Electronics and metal

In the late 1990s and early 2000s, drone music was intermixed with rock, ambient, dark ambient, electronic and new-age music. Many drone music originators, including Phill Niblock, Eliane Radigue and La Monte Young are still active and continute to work exclusively in long, sustained tones. Improvisors like Hototogisu and Sunroof! play nothing but sustained fields which are close to drones. Sunn O))), a drone metal band, almost exclusively plays sustained tone pieces, and their peers Merzbow and Boris released a collaborative 62-minute drone piece called Sun Baked Snow Cave in 2005.


Some notable examples include, chronologically:

  • Yves Klein: as a precedent, his 1949 Monotone Symphony (formally The Monotone-Silence Symphony, conceived 1947–1948) is an orchestral 40-minute piece whose first movement is an unvarying 20-minute drone (the second and last movement being a 20-minute silence).[41][42]
  • La Monte Young's 1958 Trio for Strings, that he describes as "the first work in the history of music that is completely composed of long sustained tones and silences."[23]
  • Giacinto Scelsi's 1959 piece Quattro pezzi su una nota sola for one pitch and numerous subsequent pieces by himself and his followers and contemporaries in the realm of spectral composition.
  • La Monte Young's 1960s drone-based pieces, solo and with John Cale, Tony Conrad, Marian Zazeela, Terry Riley, Angus MacLise, Terry Jennings and/or Billy Name in the Theater of Eternal Music (aka The Dream Syndicate), including: Day of Niagara: Inside the Dream Syndicate, Vol. I (1965/2000).
  • The "free form freakout" leading into The Red Crayola's "Pink Stainless Tale" from their Parable of Arable Land album (1967).

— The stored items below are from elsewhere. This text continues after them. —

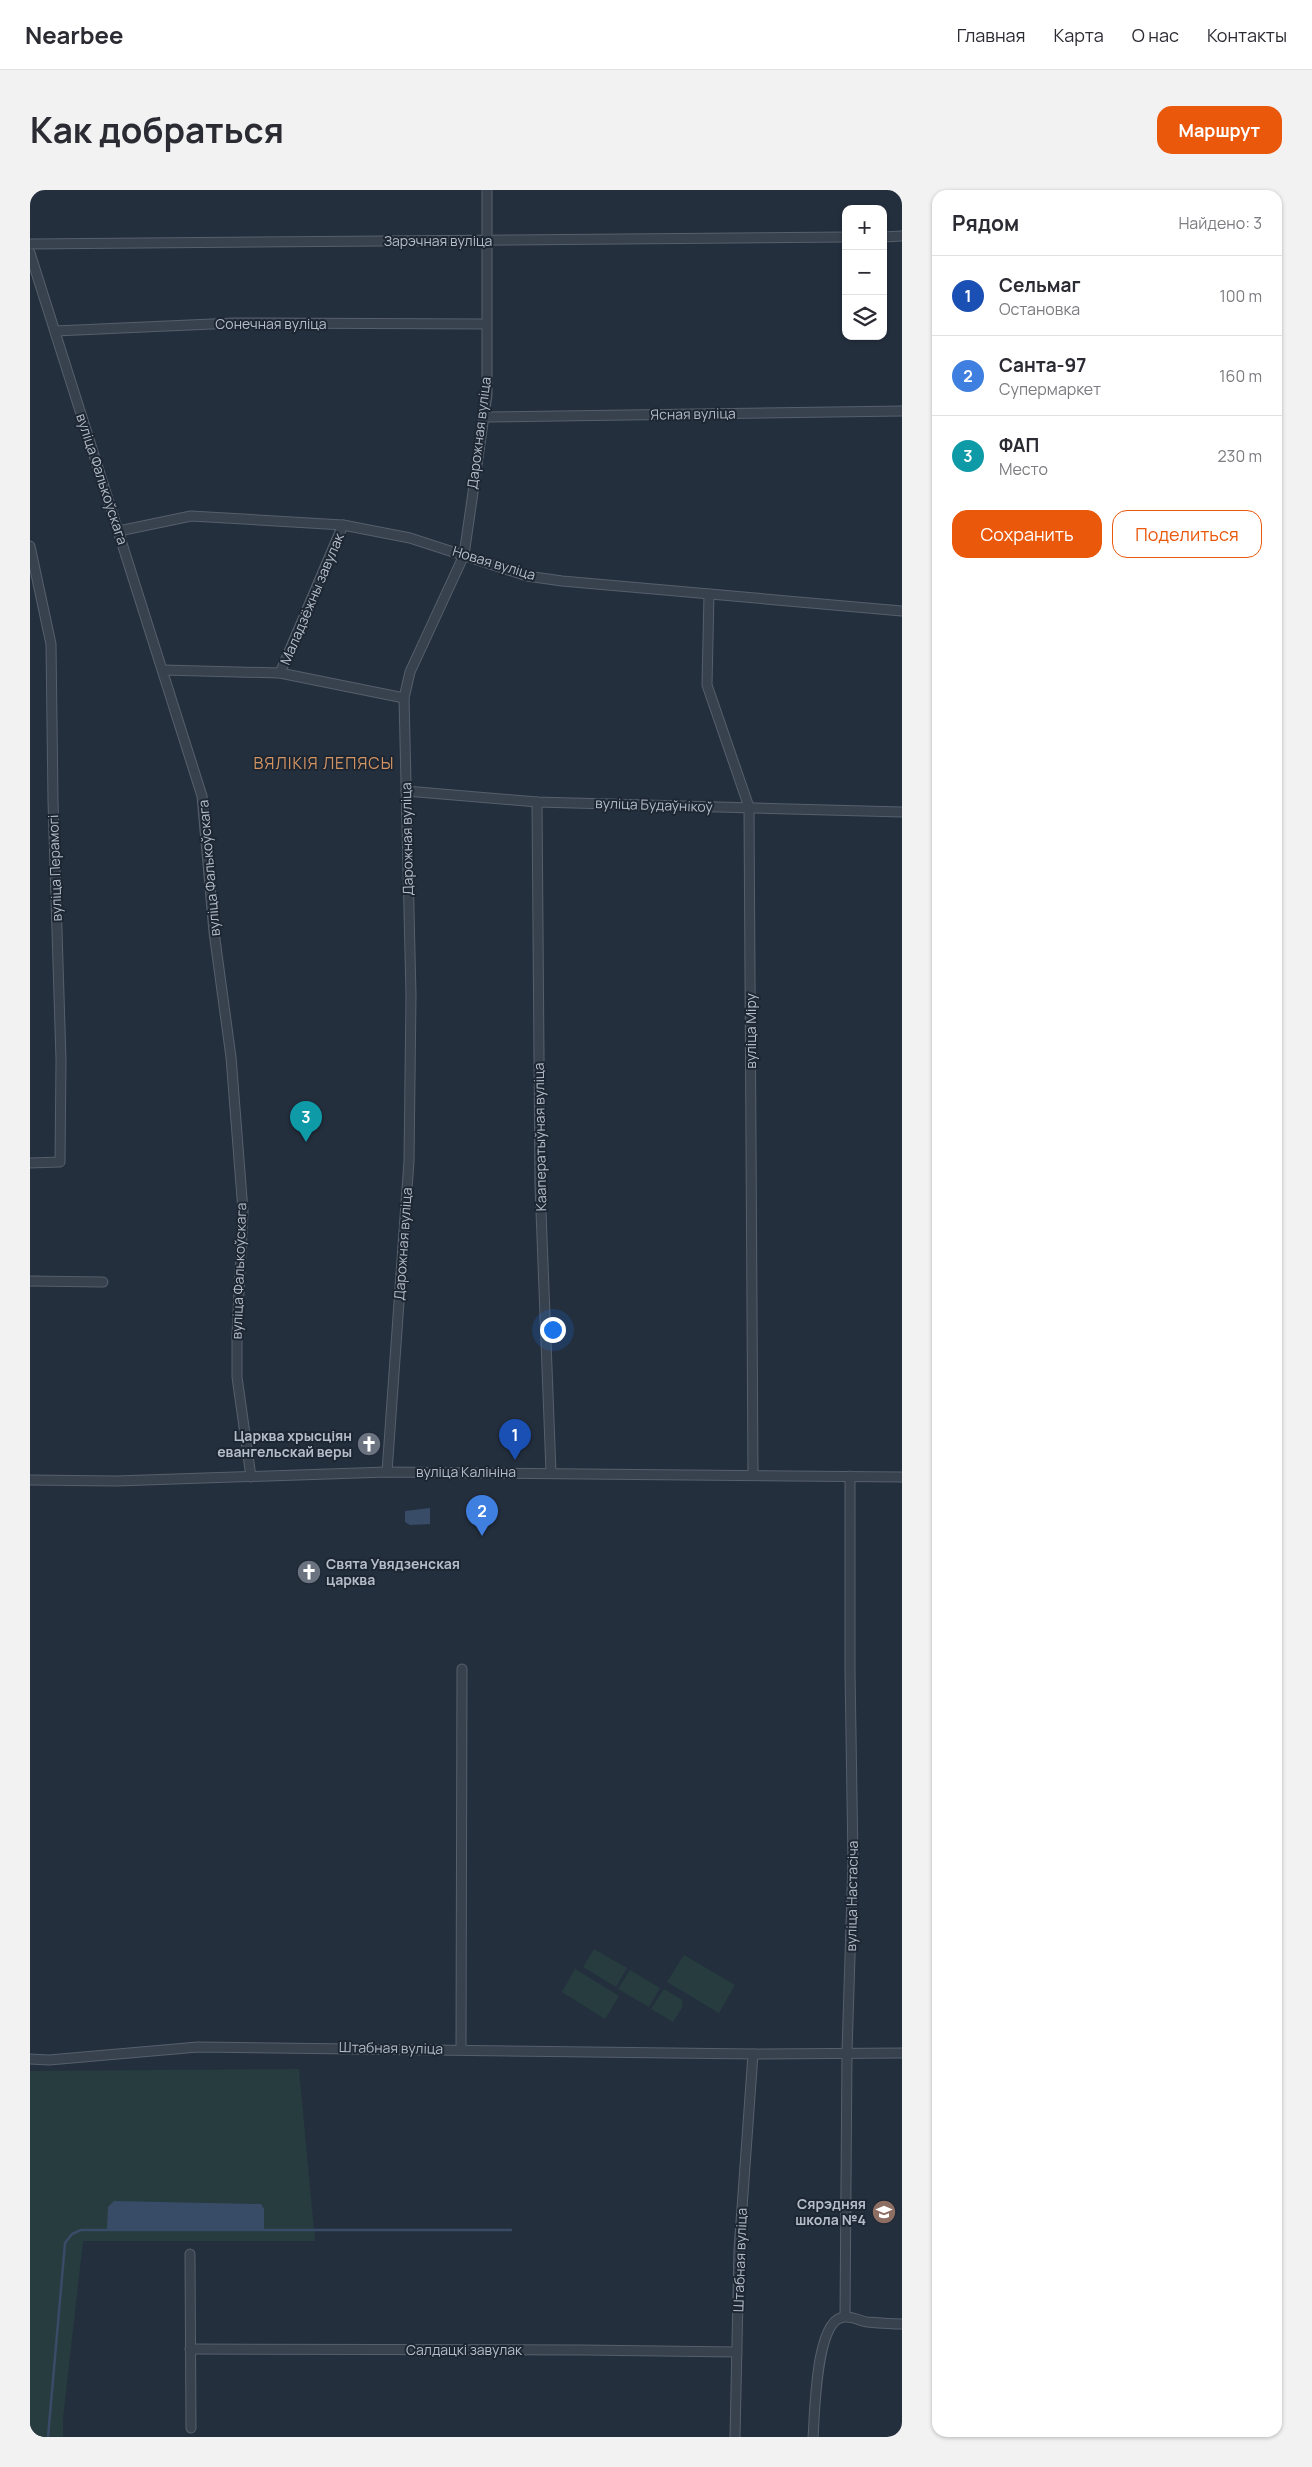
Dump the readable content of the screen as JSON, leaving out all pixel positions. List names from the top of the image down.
{
  "streets": {
    "street": [
      "Зарэчная вуліца",
      "Сонечная вуліца",
      "Ясная вуліца",
      "Дарожная вуліца",
      "вуліца Фалькоўскага",
      "Новая вуліца",
      "Маладзёжны завулак",
      "вуліца Будаўнікоў",
      "вуліца Перамогі",
      "вуліца Міру",
      "Кааператыўная вуліца",
      "вуліца Калініна",
      "вуліца Настасіча",
      "Штабная вуліца",
      "Салдацкі завулак"
    ]
  },
  "crossings": [
    ["Зарэчная вуліца", "Дарожная вуліца"],
    ["Сонечная вуліца", "Дарожная вуліца"],
    ["Сонечная вуліца", "вуліца Фалькоўскага"],
    ["Ясная вуліца", "Дарожная вуліца"],
    ["Дарожная вуліца", "Новая вуліца"],
    ["Дарожная вуліца", "вуліца Будаўнікоў"],
    ["Дарожная вуліца", "вуліца Калініна"],
    ["вуліца Фалькоўскага", "Новая вуліца"],
    ["вуліца Фалькоўскага", "вуліца Калініна"],
    ["Новая вуліца", "Маладзёжны завулак"],
    ["Новая вуліца", "вуліца Міру"],
    ["вуліца Будаўнікоў", "вуліца Міру"],
    ["вуліца Будаўнікоў", "Кааператыўная вуліца"],
    ["вуліца Міру", "вуліца Калініна"],
    ["Кааператыўная вуліца", "вуліца Калініна"],
    ["вуліца Калініна", "вуліца Настасіча"],
    ["вуліца Настасіча", "Штабная вуліца"],
    ["Штабная вуліца", "Салдацкі завулак"]
  ],
  "districts": ["ВЯЛІКІЯ ЛЕПЯСЫ"],
  "places": {
    "church": ["Царква хрысціян евангельскай веры", "Свята Увядзенская царква"],
    "school or university": ["Сярэдняя школа №4"]
  },
  "page": {
    "header": "Nearbee",
    "nav": [
      "Главная",
      "Карта",
      "О нас",
      "Контакты"
    ],
    "title": "Как добраться",
    "buttons": [
      "Маршрут",
      ["Сохранить", "Поделиться"]
    ],
    "heading": ["Рядом", "Найдено: 3"],
    "map_buttons": ["+", "−"],
    "list": [
      {
        "mark": "1",
        "name": "Сельмаг",
        "note": "Остановка",
        "value": "100 m"
      },
      {
        "mark": "2",
        "name": "Санта-97",
        "note": "Супермаркет",
        "value": "160 m"
      },
      {
        "mark": "3",
        "name": "ФАП",
        "note": "Место",
        "value": "230 m"
      }
    ],
    "pins": ["3", "1", "2"]
  }
}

  • Late 1960s–1980s work by minimal composers and gallery artists Yoshimasa Wada (The Rise and Fall of the Elephantine Serpentine), John Cale (Sun Blindness Music, 1965–1968/2001; Dream Interpretation: Inside the Dream Syndicate, Vol. II, 1965–1968/2001; Stainless Gamelan: Inside the Dream Syndicate, Vol. III, 1965-1968/2002), Tony Conrad solo (Joan of Arc, 1968/2006) and with Faust (Outside the Dream Syndicate, 1973; Outside the Dream Syndicate Alive, 1995/2005), Terry Fox (Berlino), Harry Bertoia, Jon Gibson (Two Solo Pieces), Charlemagne Palestine (In Mid Air, 1967–1970/2003; Four Manifestations on Six Elements, 1974/1996; Schlingen-Blängen, 1988/1999), David Hykes (Hearing Solar Winds), Pauline Oliveros (Horse Sings From Cloud), Alvin Lucier (Music on a Long, Thin Wire), Harley Gaber (The Wind Rises in the North), Stuart Dempster (In the Great Abbey of Clement VI), and Remko Scha (Machine Guitars), to name only a few. All used long, sustained and timbrally dense harmonic material for the entirety of various of their pieces.

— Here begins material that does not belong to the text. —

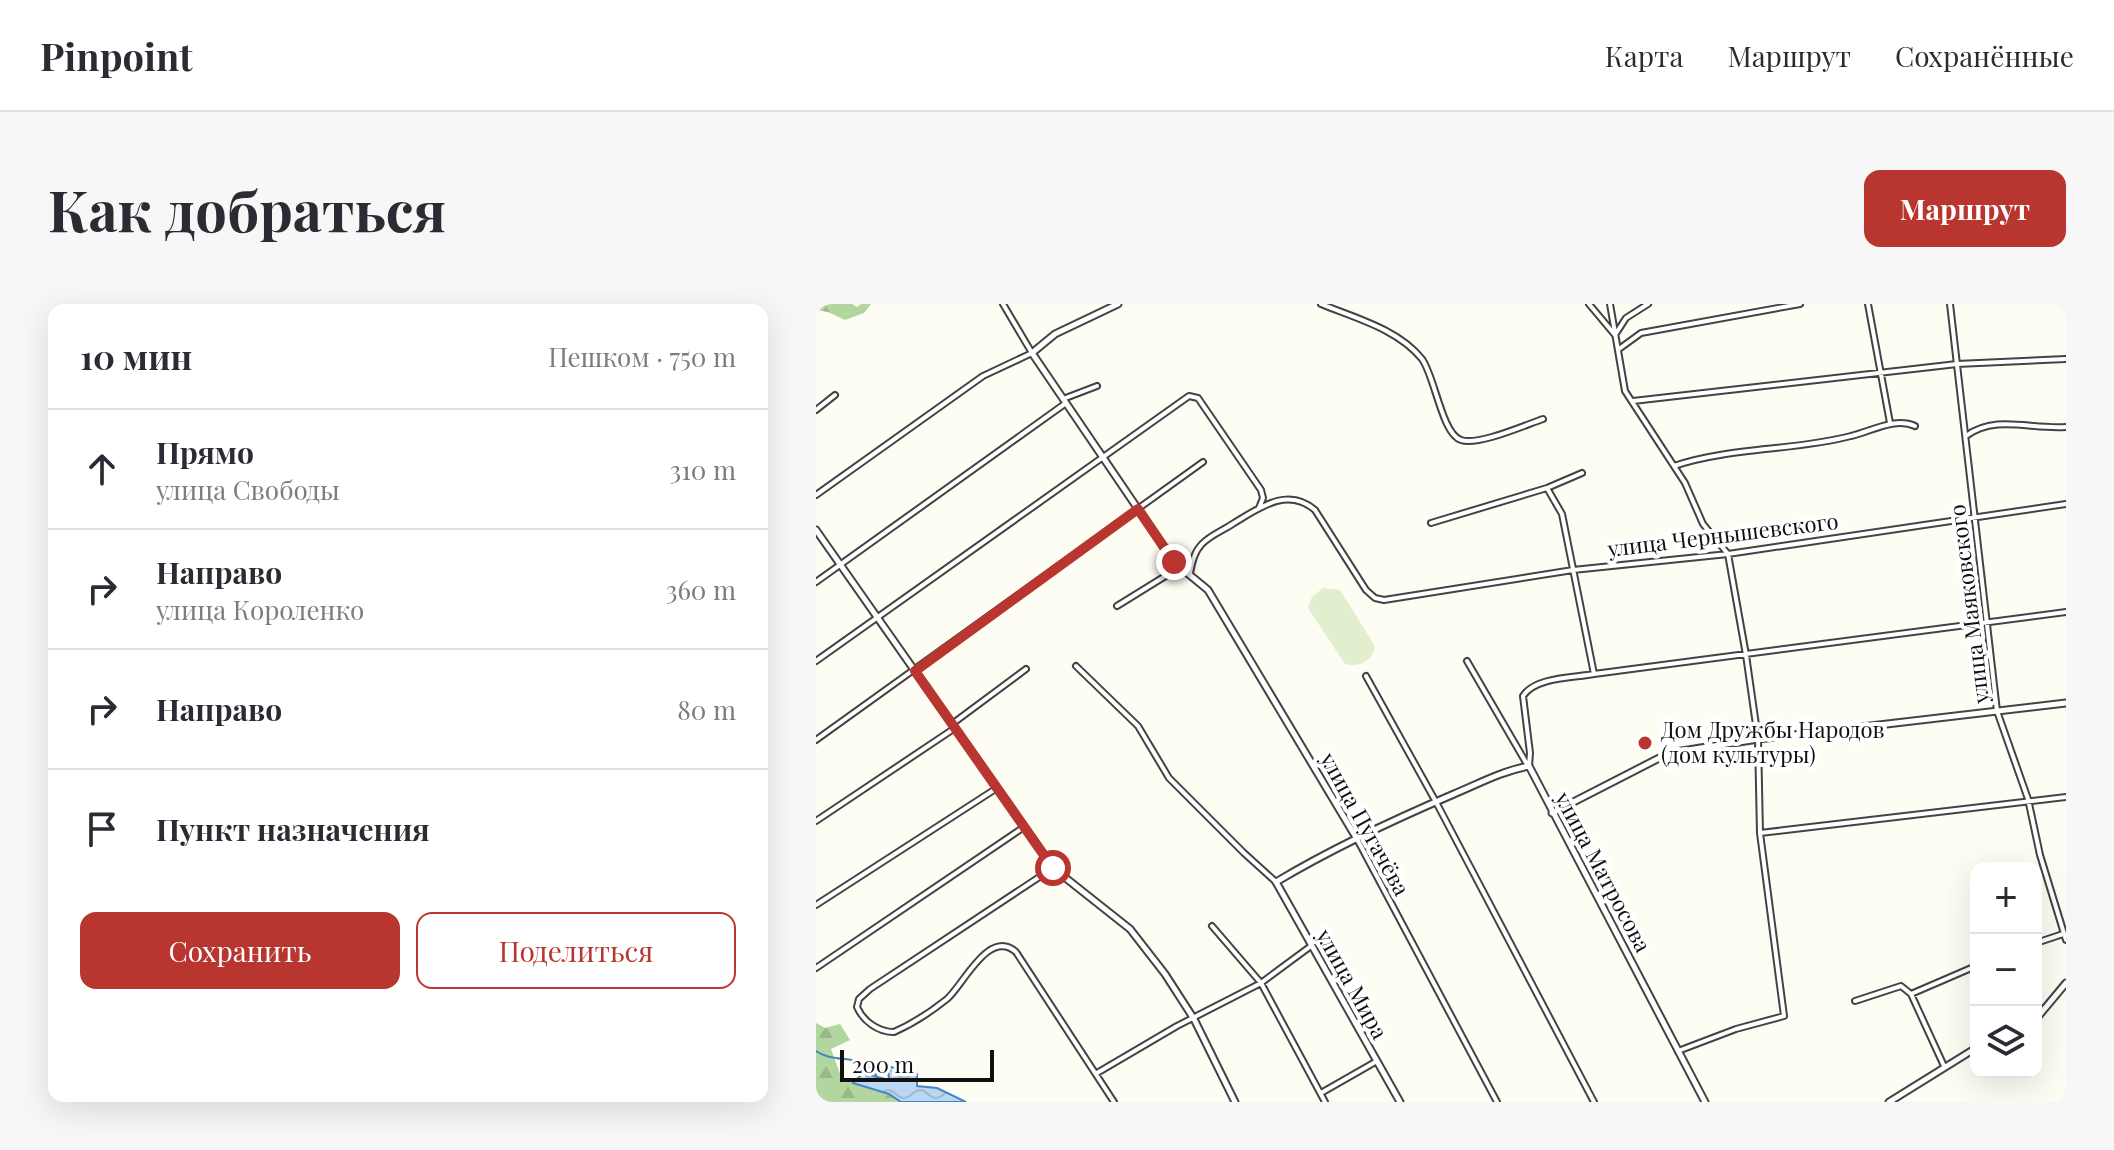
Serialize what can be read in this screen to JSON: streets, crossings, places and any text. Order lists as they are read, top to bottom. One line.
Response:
{"streets":{"street":["улица Чернышевского","улица Маяковского","улица Пугачёва","улица Матросова","улица Мира"]},"crossings":[["улица Чернышевского","улица Маяковского"]],"places":["Дом Дружбы Народов (дом культуры)"],"scale_bar":"200 m","page":{"header":"Pinpoint","nav":["Карта","Маршрут","Сохранённые"],"buttons":["Маршрут",["Сохранить","Поделиться"]],"title":"Как добраться","heading":["10 мин","Пешком · 750 m"],"list":[["Прямо","улица Свободы","310 m"],["Направо","улица Короленко","360 m"],["Направо","80 m"],"Пункт назначения"],"map_buttons":["+","−"],"scale":"200 m"}}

  • Philip Glass: within the 61-minute fr) (1970, recorded 1971, issued 1973)[43] parts 1-2 and 4 (on original LP; single-track CD has them around 0-16, 16-36, and 50-61 mins) are based around drones from wind instruments and sustained voices, rythmed with a slowly-evolving whirlwind of electric organ (which goes solo on the non-drone part 3).
  • Kraftwerk's experimental/drone self-titled first album Kraftwerk (1970): the 4-minute intro to "Stratovarius", the organ drone on most of "Megaherz", the first half of "Vom Himmel Hoch".
  • Harold Budd's 1970 experimental drone pieces "The Oak of the Golden Dreams" and "Coeur D'Orr" on The Oak of the Golden Dreams.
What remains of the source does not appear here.